Links with Tlokweng College of Education, Botswana
Trinity has had close links with Tlokweng College of Education in Botswana since 1994. Every year a group of students and their lecturers from Trinity go on a study tour of Botswana where they meet up with their counterparts in Tlokweng. Similar visits have also been made by Tlokweng students and lecturers to Trinity. The president of Botswana, Festus Mogae has referred to the link between Trinity and Tlokweng as an excellent example of collaboration between an institution from the UK and Botswana.
Background to the Link
The
link originated when a group of lecturers from Trinity made contact
with Tlokweng College of Education through Professor Tony Hopkins who
was then based in Botswana. Visits were then undertaken by Dr Paul
Webber and Dr Guy Evans in May 1994. Both conducted workshops in their
respective subject areas with staff in Tlokweng and other teaching
colleges in Botswana. The visit concluded with a commitment on the part
of staff from both colleges to proceed with the link. In 1996 funding
for visits by staff of both colleges was secured from the British
Council on the basis that Trinity staff engage in a programme of
Environmental Education inset work with Tlokweng College. Subsequently
Dr Paul Webber and Dr Guy Evans presented a two week programme of
workshops in Tlokweng in 1996.
The first student visit was undertaken by twenty Trinity students in April/May 1995 and has continued each year subsequently. The earliest visits had an environmental education focus and involved visits to principal environmental agencies in Botswana (including the Kalahari Conservation Society, Somaraleng Tikologo, Thusano Lefatsheng and IUCN, Botswana) as well providing students with opportunities to see at first hand key issues affecting the environment in the different parts of the country. In recent years the visits have had a broader focus. The current emphasis is on making a comparative study of primary education in Wales and Botswana. The visit now includes school visits, a visit to an orphanage, and a study of a range of issues relating to sustainable development, global citizenship, multiculturalism, ecology and spirituality. It also includes visits to Livingstone, Zambia and Cape Town, South Africa.

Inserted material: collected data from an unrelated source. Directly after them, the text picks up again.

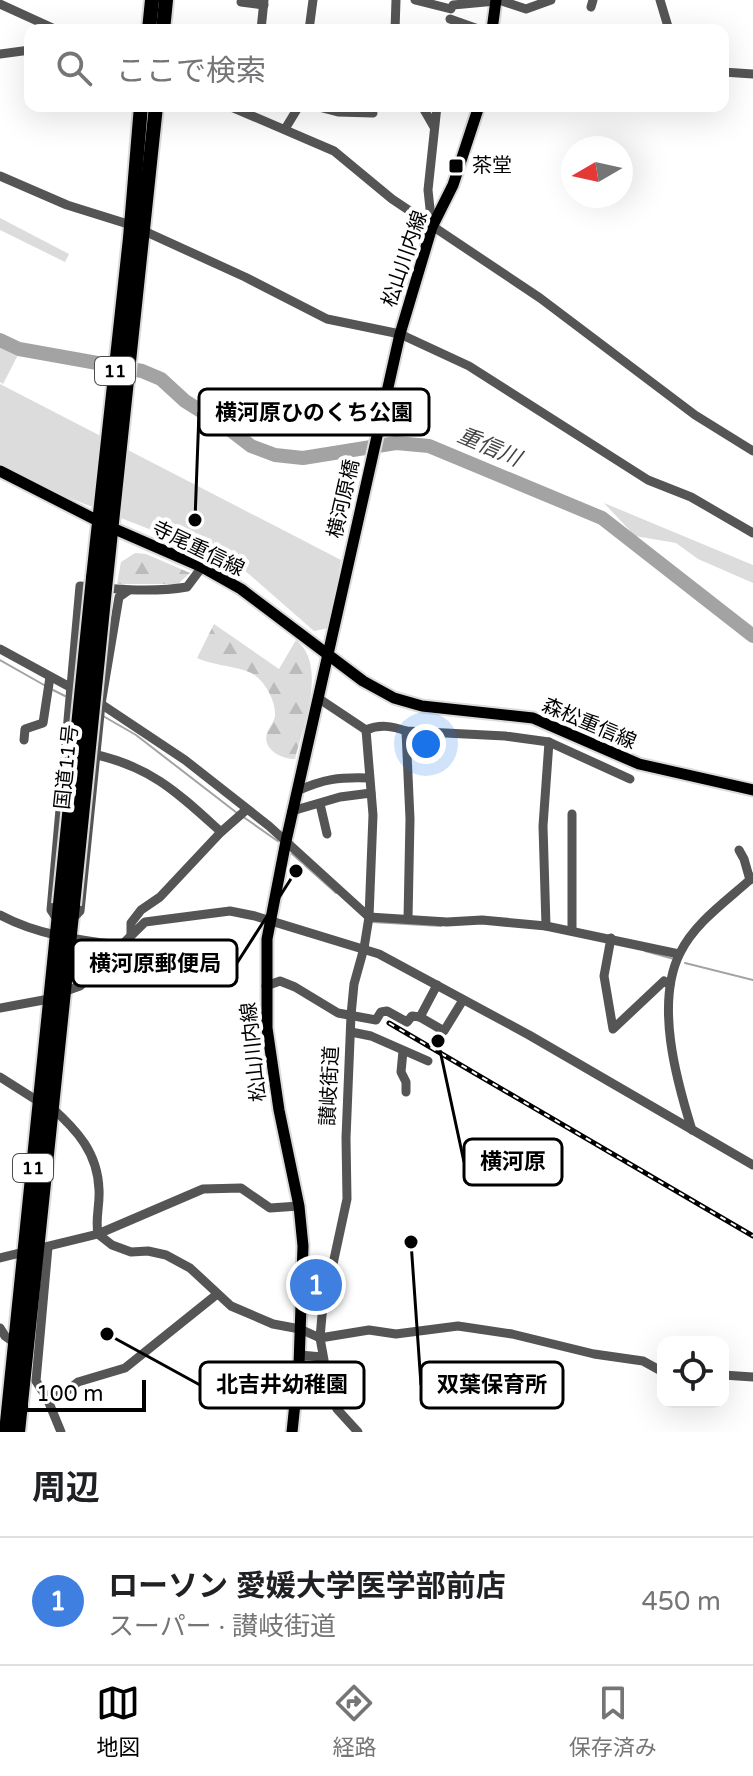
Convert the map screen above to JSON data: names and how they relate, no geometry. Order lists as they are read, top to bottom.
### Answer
{
  "streets": {
    "highway": ["11", "国道11号"],
    "main road": [
      "松山川内線",
      "横河原橋",
      "寺尾重信線",
      "森松重信線"
    ],
    "street": ["讃岐街道"]
  },
  "crossings": [
    ["松山川内線", "横河原橋"],
    ["松山川内線", "寺尾重信線"],
    ["松山川内線", "森松重信線"],
    ["寺尾重信線", "森松重信線"],
    ["寺尾重信線", "国道11号"]
  ],
  "water": ["重信川"],
  "places": {
    "transit": ["茶堂"],
    "other": [
      "横河原ひのくち公園",
      "横河原郵便局",
      "横河原",
      "双葉保育所",
      "北吉井幼稚園"
    ]
  },
  "scale_bar": "100 m",
  "north": "left",
  "page": {
    "search": "ここで検索",
    "pins": "1",
    "scale": "100 m",
    "heading": "周辺",
    "list": [
      {
        "mark": "1",
        "name": "ローソン 愛媛大学医学部前店",
        "note": "スーパー · 讃岐街道",
        "value": "450 m"
      }
    ],
    "nav": ["地図", "経路", "保存済み"]
  }
}
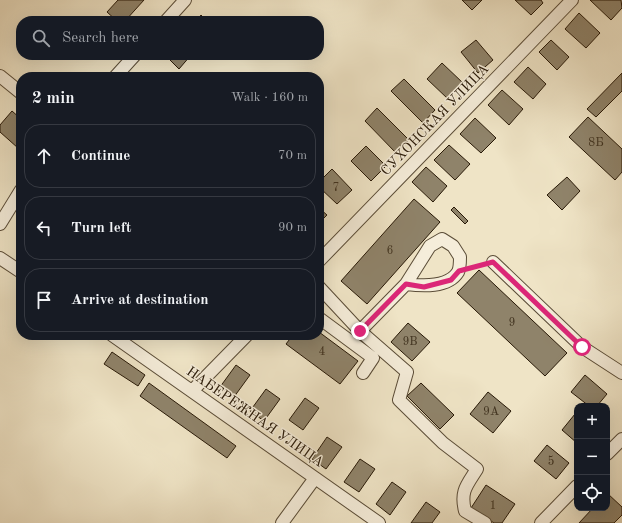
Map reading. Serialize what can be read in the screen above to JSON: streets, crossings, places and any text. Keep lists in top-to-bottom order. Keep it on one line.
{"streets":{"street":["СУХОНСКАЯ УЛИЦА","НАБЕРЕЖНАЯ УЛИЦА"]},"house_numbers":["8Б","7","6","9","9В","4","9А","5","1"],"page":{"search":"Search here","heading":["2 min","Walk · 160 m"],"list":[["Continue","70 m"],["Turn left","90 m"],"Arrive at destination"],"map_buttons":["+","−"]}}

Several visits have been undertaken by Tlokweng staff and students to Trinity. Two visits to Carmarthen by Tlokweng staff were undertaken with the assistance of the British Council (in 1995 and 1997). On both occasions the lecturers contributed to various courses in the college. The first of several visits to Carmarthen by Tlokweng students took place in the summer of 1999. These visits have enabled Tlokweng students to make a comparative study of primary education in Wales and Botswana. They have involved visits to schools in Pembrokeshire which have links with primary schools in Botswana and a programme of visits to sites of interest in Wales such as national parks and museums.